This Notebook will compare the results of running HSPF and HSP$^2$ for the basic hydrology (PWATER, IWATER, and HYDR) to confirm the proper calculations of HSP$^2$.  This notebook requires HSPF to be installed and currently runs WinHSPF Lite from BASINS install C:\BASINS41\models\HSPF\bin\WinHspfLt.exe. It is setup to run using the Calleguas example provided in the repo at 

### Required Python imports  and setup

In [3]:
import os
import site

site.addsitedir(
    os.getcwd().rsplit("\\", 1)[0] + "\\"
)  # adds your path to the HSP2 software.

import shutil

import numpy as np
import pandas as pd

pd.options.display.max_rows = 18
pd.options.display.max_columns = 10
pd.options.display.float_format = (
    "{:.2f}".format
)  # display 2 digits after the decimal point

import matplotlib.pyplot as plt

import HSP2
import HSP2tools

%matplotlib inline

HSP2tools.reset_tutorial()  # make a new copy of the tutorial's data
HSP2tools.versions()  # display version information below

AttributeError: module 'HSP2tools' has no attribute 'reset_tutorial'

### Setup paths to the necessary datafiles
This assumes the calleg.uci and calleg.wdm files are located in the current working directory for this Notebook. This will create the binary output file, calleg.hbn, along with a number of other standard HSPF outputs.

In [None]:
wdmname = "TutorialData/calleg.wdm"
uciname = "TutorialData/calleg.uci"
hdfname = "TutorialData/calleg.h5"
hbnname = "TutorialData/calleg.hbn"

## Run HSPF

Using the Basins 4.1 WinHspfLt executable to run calleg.uci.
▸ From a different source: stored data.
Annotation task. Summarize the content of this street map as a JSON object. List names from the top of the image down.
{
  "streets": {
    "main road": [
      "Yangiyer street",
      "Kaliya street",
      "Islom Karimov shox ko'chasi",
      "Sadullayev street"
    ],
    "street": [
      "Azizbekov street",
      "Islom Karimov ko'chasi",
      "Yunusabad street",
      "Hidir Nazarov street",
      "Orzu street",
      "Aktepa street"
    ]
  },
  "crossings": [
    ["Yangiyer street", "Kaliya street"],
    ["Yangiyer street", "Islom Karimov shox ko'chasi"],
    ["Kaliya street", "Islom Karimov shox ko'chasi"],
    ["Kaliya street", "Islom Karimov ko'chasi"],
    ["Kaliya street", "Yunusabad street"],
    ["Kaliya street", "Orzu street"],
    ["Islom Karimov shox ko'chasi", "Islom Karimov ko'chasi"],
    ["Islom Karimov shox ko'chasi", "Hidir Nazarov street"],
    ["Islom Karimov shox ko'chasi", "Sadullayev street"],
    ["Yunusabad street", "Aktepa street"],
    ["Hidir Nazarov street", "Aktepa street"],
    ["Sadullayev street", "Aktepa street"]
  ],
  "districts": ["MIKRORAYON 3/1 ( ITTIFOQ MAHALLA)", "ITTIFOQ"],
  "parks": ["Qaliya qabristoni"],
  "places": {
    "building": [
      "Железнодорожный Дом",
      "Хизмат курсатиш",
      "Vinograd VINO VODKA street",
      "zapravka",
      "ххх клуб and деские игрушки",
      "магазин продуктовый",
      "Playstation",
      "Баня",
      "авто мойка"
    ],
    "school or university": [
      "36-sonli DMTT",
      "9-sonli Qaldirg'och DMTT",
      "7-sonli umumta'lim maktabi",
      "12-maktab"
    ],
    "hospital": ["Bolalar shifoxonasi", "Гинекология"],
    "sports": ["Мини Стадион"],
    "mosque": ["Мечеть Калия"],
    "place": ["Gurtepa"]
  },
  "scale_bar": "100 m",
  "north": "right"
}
This assumes the calleg.uci and calleg.wdm files are located in the current working directory for this Notebook.  This will create the binary output file, calleg.hbn, along with a number of other standard HSPF outputs.

In [None]:
%time !C:\BASINS41\models\HSPF\bin\WinHspfLt.exe {uciname}

## Run HSP$^2$

This assumes the calleg.h5 file has been created. If not, the following lines can be used to create the HDF5 file (see Tutorial 4 for details.)

In [None]:
HSP2tools.makeH5()
HSP2tools.readUCI(uciname, hdfname)
HSP2tools.ReadWDM(wdmname, hdfname)

Now run HSP$^2$ on the calleg watershed

In [None]:
%time HSP2.run(hdfname, saveall=True)

## Determine Available Calculated Results

Now use Tim Cera's hspfbintoolbox.py to determine the available timeseries created by HSPF and stored into the HBN binary file.

In [None]:
!ptrepack TutorialData\calleg.h5 TutorialData\packedCalleg.h5

In [None]:
import hspfbintoolbox

In [None]:
keys = sorted(hspfbintoolbox.catalog(hbnname).keys())
df_keys = pd.DataFrame(data=keys)
df_keys

## Automate checking IMPLNDs for SURO

Extract the keys (calculated above) for IMPLD + IWATER + SURO. For each key, compute several columns.  The final column shows the percent difference of the sum of the SURO for the entire run between HSPF and HSP2.

In [None]:
segments = []
for operation, segment, optype, variable, freq in keys:
    if (
        str(operation) == "IMPLND"
        and str(optype) == "IWATER"
        and str(variable) == "SURO"
        and freq == 4
    ):
        segments.append(str(segment))

dfimplnd = pd.DataFrame()
for seg in segments:
    path = "IMPLND," + seg + ",IWATER,SURO"
    hspf, units_flag = HSP2tools.get_HBNdata(hbnname, path)
    hspf = hspf["M"].values

    path = "/RESULTS/IMPLND" + "_I" + "{:0>3s}".format(str(seg)) + "/IWATER"
    hsp2 = pd.read_hdf(hdfname, path)["SURO"]
    hsp2 = hsp2.resample("M").sum().values

    dfimplnd.at[seg, "Max Diff"] = (hspf - hsp2).max()
    dfimplnd.at[seg, "Sum of HSPF"] = hspf.sum()
    dfimplnd.at[seg, "Sum of HSP2"] = hsp2.sum()
    dfimplnd.at[seg, "%diff of Sum"] = 100.0 * (hspf.sum() - hsp2.sum()) / hspf.sum()
    dfimplnd.at[seg, "abs(%diff of Sum)"] = (
        100.0 * abs(hspf.sum() - hsp2.sum()) / hspf.sum()
    )

dfimplnd = dfimplnd.sort_values(by=["abs(%diff of Sum)"])
dfimplnd

Look at the statistics for the percent difference column

In [None]:
dfimplnd["%diff of Sum"].describe()

### Now look at the worst case
The IMPLND segments are ordered in assending "abs(%diff of Sum)", so the last entry is the worst case (by this measure.)

In [None]:
ils = dfimplnd.index[-1]
print("WORST IMPLND SEGMENT IS ", ils)
print("%diff of the total SURO sum of", dfimplnd.loc[ils, "%diff of Sum"])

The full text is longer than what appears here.